● What the exercise asks: All lines in the listing below that hold the string "reading" are to be tallied, with only the total reported.

● Data to use:
________________

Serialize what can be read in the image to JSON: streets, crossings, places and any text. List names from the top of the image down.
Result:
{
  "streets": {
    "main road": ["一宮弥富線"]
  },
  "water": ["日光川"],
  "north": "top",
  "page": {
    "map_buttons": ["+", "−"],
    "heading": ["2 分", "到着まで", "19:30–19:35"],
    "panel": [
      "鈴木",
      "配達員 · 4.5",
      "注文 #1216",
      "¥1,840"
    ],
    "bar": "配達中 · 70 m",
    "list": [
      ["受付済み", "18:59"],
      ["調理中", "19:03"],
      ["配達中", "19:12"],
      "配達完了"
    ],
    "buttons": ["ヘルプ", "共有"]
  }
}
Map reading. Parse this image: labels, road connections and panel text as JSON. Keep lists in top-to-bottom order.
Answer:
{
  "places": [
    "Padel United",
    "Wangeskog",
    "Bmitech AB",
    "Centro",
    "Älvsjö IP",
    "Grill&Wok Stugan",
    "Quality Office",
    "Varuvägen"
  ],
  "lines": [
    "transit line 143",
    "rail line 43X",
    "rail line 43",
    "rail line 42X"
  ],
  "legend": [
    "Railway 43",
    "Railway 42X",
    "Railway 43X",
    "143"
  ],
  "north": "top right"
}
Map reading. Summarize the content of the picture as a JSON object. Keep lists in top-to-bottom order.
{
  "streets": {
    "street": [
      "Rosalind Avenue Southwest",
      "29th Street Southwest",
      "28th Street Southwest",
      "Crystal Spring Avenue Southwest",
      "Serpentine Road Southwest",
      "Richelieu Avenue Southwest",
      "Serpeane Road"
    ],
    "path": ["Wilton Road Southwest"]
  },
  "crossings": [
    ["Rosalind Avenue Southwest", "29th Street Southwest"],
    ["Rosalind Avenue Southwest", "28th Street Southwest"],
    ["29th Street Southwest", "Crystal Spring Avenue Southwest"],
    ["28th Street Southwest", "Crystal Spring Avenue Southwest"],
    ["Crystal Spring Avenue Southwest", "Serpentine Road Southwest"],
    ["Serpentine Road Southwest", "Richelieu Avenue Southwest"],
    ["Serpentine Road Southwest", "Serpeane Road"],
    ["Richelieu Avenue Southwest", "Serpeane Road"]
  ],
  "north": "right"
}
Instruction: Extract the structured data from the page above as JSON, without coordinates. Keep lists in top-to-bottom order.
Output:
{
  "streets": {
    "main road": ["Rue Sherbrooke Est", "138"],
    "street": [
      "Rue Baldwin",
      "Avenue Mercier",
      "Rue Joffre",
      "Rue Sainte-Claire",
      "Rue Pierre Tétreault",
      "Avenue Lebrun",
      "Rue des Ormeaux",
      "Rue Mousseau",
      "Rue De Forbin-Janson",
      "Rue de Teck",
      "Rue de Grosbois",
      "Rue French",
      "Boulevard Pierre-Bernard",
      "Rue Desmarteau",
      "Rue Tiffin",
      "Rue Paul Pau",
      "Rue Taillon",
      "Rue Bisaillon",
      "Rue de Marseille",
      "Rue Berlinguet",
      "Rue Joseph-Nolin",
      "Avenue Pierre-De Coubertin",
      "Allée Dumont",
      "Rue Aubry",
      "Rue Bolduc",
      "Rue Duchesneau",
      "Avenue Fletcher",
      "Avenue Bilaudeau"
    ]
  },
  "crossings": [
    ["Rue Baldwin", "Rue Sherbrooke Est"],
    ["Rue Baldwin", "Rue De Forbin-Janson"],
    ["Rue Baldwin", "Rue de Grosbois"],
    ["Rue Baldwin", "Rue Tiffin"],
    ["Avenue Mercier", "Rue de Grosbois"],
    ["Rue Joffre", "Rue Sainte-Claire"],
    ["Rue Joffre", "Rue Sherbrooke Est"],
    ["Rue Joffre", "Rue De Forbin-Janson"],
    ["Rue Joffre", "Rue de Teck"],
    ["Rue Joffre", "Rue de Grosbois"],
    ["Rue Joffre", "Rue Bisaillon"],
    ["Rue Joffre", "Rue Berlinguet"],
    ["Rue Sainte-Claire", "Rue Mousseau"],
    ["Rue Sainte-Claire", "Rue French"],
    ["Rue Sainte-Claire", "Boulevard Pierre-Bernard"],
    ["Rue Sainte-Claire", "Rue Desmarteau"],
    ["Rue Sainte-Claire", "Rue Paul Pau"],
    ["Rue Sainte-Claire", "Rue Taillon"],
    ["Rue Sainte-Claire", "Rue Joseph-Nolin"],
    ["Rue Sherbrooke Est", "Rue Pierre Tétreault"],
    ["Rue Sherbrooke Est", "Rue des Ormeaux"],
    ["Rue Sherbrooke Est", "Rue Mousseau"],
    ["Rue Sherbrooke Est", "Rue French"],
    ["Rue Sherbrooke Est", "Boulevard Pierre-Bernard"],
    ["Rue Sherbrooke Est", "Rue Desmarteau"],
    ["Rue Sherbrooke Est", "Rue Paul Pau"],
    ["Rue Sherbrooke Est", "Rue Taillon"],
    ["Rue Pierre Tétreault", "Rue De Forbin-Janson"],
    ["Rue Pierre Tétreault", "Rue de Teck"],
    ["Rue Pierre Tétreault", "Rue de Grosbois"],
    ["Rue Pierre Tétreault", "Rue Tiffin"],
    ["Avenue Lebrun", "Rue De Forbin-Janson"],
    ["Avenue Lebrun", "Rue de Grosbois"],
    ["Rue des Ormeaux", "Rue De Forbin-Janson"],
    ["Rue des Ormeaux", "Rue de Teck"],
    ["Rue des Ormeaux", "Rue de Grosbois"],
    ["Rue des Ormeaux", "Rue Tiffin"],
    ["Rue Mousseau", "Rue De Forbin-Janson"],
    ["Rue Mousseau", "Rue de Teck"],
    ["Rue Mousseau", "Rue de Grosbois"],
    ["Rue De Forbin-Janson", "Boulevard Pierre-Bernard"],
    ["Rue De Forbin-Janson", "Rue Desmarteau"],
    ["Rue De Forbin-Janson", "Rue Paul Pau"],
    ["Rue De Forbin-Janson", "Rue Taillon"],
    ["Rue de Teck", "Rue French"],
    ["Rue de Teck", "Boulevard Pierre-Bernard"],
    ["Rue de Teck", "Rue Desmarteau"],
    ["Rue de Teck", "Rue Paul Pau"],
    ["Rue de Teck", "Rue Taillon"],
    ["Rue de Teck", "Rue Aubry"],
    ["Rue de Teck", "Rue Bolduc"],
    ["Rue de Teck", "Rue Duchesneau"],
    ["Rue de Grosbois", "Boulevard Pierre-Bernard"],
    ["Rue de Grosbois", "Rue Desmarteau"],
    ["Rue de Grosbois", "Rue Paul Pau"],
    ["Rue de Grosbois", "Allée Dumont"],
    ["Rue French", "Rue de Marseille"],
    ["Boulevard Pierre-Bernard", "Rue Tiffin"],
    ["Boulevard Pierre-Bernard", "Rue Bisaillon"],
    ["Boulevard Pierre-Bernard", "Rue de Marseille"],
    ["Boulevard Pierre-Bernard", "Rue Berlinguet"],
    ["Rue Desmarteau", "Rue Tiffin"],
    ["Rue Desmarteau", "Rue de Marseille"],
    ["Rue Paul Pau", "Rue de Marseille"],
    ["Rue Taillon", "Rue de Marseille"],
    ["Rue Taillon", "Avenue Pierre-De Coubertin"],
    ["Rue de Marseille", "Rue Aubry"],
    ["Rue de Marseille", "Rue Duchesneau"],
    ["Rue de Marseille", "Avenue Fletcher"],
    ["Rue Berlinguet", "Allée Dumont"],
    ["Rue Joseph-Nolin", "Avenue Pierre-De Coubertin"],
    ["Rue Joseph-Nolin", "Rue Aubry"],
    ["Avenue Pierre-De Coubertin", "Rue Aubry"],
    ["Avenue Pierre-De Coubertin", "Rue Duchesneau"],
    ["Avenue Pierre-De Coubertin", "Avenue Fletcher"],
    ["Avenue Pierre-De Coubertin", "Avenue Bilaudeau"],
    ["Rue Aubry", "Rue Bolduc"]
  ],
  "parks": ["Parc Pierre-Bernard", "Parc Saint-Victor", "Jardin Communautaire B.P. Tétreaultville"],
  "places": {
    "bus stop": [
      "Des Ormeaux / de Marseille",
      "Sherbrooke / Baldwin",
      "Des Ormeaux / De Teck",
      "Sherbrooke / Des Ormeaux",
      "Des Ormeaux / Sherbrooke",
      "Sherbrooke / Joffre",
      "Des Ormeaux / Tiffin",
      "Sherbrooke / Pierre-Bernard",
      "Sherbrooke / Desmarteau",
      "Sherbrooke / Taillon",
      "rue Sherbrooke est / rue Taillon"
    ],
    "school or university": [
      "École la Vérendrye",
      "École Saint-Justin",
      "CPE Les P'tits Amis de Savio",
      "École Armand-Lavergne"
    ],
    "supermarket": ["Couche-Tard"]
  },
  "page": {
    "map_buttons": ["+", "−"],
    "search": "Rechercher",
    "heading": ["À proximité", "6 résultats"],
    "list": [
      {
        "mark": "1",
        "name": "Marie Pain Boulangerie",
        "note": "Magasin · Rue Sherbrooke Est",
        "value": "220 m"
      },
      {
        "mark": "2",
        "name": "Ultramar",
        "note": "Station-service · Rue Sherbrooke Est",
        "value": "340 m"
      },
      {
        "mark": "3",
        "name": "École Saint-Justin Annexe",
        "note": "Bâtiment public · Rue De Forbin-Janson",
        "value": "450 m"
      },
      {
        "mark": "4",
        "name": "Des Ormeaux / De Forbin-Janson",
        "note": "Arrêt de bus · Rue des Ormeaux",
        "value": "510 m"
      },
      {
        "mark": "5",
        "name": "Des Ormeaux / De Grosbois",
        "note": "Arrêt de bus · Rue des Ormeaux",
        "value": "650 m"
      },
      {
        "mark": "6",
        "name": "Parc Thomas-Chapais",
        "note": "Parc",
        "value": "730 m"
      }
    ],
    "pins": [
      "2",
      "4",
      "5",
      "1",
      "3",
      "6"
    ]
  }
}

________________

● Exercise response: 2